Cysteine residues in the cytoplasmic carboxy terminus of connexins dictate gap junction plaque stability

Randy F. Stout, David C. Spray

Research output: Contribution to journalArticle

Abstract

Gap junctions are cellular contact sites composed of clustered connexin transmembrane proteins that act in dual capacities as channels for direct intercellular exchange of small molecules and as structural adhesion complexes known as gap junction nexuses.
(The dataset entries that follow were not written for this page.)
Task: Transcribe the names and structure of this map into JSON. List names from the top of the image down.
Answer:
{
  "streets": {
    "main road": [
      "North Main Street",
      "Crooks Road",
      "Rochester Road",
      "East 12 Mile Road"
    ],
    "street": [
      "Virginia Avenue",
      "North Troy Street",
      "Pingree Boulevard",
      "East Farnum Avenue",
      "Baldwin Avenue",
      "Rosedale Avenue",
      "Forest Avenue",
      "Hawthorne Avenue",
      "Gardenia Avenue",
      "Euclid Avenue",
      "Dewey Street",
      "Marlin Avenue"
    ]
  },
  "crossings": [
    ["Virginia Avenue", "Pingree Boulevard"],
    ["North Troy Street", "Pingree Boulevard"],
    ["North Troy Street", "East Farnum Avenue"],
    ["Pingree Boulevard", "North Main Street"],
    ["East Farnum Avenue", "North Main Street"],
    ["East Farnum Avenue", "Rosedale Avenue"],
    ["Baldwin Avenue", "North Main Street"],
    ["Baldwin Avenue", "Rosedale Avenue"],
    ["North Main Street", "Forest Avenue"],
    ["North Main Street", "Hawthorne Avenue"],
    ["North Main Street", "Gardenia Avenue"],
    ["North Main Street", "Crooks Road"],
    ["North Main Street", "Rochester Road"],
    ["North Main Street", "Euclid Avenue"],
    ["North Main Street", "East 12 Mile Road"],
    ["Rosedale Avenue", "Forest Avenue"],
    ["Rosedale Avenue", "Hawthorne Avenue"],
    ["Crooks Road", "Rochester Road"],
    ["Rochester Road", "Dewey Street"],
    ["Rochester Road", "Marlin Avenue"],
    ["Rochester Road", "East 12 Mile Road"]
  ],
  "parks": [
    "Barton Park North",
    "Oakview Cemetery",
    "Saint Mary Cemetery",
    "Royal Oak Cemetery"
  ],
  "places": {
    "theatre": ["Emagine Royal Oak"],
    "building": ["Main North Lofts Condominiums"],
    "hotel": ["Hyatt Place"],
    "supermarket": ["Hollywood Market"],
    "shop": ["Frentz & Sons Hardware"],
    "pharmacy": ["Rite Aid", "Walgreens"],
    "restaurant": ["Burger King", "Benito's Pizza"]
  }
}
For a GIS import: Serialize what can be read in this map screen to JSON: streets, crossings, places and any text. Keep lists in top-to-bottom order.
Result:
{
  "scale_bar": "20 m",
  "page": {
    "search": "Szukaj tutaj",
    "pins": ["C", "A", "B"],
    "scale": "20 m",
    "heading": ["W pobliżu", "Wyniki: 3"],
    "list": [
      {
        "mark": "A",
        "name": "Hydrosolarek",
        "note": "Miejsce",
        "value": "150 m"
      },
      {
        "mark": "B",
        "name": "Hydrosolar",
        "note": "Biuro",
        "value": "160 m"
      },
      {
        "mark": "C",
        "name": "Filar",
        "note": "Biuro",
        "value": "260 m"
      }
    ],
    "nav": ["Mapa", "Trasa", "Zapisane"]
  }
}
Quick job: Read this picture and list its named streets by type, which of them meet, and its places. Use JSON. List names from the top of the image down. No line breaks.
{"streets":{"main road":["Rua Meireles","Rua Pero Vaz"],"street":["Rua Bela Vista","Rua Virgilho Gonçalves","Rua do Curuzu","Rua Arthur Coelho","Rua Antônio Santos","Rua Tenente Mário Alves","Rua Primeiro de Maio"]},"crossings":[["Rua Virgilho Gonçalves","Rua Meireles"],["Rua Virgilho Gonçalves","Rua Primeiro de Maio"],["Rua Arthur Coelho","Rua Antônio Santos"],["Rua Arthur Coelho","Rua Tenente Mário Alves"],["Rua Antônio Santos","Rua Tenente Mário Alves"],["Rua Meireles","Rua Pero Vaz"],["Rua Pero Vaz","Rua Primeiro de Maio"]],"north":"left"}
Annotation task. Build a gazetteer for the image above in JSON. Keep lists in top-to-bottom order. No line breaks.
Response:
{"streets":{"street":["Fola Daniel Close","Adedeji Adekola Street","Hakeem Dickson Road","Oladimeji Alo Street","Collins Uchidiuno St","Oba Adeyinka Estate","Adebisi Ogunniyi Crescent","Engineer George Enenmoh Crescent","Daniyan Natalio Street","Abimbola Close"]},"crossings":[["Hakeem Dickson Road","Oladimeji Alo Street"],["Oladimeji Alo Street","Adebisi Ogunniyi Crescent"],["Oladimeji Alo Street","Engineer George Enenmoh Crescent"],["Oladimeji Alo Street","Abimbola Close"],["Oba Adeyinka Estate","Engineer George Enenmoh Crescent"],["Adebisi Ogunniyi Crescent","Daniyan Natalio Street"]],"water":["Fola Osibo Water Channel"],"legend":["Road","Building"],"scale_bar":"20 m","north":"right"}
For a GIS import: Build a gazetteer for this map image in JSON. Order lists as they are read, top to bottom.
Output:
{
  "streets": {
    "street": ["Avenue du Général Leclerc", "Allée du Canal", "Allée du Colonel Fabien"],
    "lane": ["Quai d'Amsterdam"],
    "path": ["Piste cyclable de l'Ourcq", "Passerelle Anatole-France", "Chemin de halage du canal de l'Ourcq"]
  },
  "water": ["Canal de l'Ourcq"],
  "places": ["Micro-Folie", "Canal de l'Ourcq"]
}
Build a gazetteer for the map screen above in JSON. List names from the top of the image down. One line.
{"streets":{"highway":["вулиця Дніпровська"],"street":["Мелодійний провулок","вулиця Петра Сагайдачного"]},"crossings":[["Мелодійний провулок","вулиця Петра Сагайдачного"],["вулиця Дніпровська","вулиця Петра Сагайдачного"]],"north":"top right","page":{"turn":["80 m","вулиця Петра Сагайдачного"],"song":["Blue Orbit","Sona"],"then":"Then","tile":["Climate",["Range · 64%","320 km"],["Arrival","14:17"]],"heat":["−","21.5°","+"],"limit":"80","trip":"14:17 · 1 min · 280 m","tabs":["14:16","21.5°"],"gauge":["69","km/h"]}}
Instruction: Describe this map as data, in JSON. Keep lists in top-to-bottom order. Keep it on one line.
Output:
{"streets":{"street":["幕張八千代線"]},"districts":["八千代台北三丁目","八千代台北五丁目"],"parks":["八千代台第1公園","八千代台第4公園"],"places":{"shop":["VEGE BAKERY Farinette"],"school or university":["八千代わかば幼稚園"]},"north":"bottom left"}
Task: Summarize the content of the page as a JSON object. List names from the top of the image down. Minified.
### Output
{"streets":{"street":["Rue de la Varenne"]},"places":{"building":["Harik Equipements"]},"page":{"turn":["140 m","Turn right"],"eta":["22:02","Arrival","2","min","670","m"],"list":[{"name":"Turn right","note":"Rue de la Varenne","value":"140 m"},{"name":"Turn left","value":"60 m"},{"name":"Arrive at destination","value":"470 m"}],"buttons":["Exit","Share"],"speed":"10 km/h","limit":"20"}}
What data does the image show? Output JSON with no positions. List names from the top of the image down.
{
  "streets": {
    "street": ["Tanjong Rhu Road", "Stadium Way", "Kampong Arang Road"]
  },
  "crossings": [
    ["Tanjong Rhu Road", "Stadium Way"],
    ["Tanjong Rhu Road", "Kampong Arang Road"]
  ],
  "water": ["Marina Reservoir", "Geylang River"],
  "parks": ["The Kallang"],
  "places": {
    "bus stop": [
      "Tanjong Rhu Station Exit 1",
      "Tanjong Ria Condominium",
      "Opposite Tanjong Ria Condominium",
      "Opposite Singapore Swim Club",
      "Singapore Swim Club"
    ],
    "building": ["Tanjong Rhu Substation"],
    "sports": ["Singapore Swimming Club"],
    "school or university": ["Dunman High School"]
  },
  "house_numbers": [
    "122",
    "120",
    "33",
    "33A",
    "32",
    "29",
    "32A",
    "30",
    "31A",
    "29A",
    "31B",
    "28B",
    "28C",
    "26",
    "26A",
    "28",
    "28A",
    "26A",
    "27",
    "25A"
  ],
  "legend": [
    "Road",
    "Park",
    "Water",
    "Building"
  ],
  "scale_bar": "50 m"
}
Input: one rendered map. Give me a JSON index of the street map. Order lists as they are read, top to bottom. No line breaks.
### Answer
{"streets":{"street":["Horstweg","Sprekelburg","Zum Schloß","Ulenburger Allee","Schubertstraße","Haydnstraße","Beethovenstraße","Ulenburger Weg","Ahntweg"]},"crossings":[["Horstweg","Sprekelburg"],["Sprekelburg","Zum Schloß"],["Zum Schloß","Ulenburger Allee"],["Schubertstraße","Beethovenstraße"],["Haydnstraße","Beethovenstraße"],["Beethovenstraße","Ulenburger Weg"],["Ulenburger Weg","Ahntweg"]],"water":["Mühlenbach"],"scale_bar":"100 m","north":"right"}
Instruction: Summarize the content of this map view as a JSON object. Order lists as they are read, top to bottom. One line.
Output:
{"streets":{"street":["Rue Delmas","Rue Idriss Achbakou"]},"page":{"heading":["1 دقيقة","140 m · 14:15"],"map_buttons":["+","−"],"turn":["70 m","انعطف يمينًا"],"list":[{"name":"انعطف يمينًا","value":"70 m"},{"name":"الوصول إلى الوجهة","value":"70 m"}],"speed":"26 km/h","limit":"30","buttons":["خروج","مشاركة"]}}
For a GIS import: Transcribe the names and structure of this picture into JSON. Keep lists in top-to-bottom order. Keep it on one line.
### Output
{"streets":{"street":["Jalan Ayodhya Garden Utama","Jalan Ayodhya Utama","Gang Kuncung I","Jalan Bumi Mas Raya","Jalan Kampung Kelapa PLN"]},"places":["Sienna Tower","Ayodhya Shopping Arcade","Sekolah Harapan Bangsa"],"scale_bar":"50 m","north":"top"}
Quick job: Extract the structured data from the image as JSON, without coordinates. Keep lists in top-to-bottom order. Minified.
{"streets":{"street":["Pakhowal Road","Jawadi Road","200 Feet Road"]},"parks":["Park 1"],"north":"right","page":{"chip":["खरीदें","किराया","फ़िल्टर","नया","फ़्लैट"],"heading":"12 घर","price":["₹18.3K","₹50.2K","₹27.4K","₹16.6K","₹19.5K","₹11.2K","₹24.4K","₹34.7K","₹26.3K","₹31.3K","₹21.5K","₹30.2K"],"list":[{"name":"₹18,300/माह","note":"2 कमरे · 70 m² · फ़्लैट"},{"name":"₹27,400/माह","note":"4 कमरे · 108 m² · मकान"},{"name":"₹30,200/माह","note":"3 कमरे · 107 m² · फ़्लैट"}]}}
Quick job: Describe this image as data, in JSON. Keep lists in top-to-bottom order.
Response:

Depending on the connexin isoform, the cluster of channels (the gap junction plaque) can be stably or fluidly arranged. Here we used confocal microscopy and mutational analysis to identify the residues within the connexin proteins that determine gap junction plaque stability. We found that stability is altered by changing redox balance using a reducing agent-indicating gap junction nexus stability is modifiable. Stability of the arrangement of connexins is thought to regulate intercellular communication by establishing an ordered supramolecular platform. By identifying the residues that establish plaque stability, these studies lay the groundwork for exploration of mechanisms by which gap junction nexus stability modulates intercellular communication.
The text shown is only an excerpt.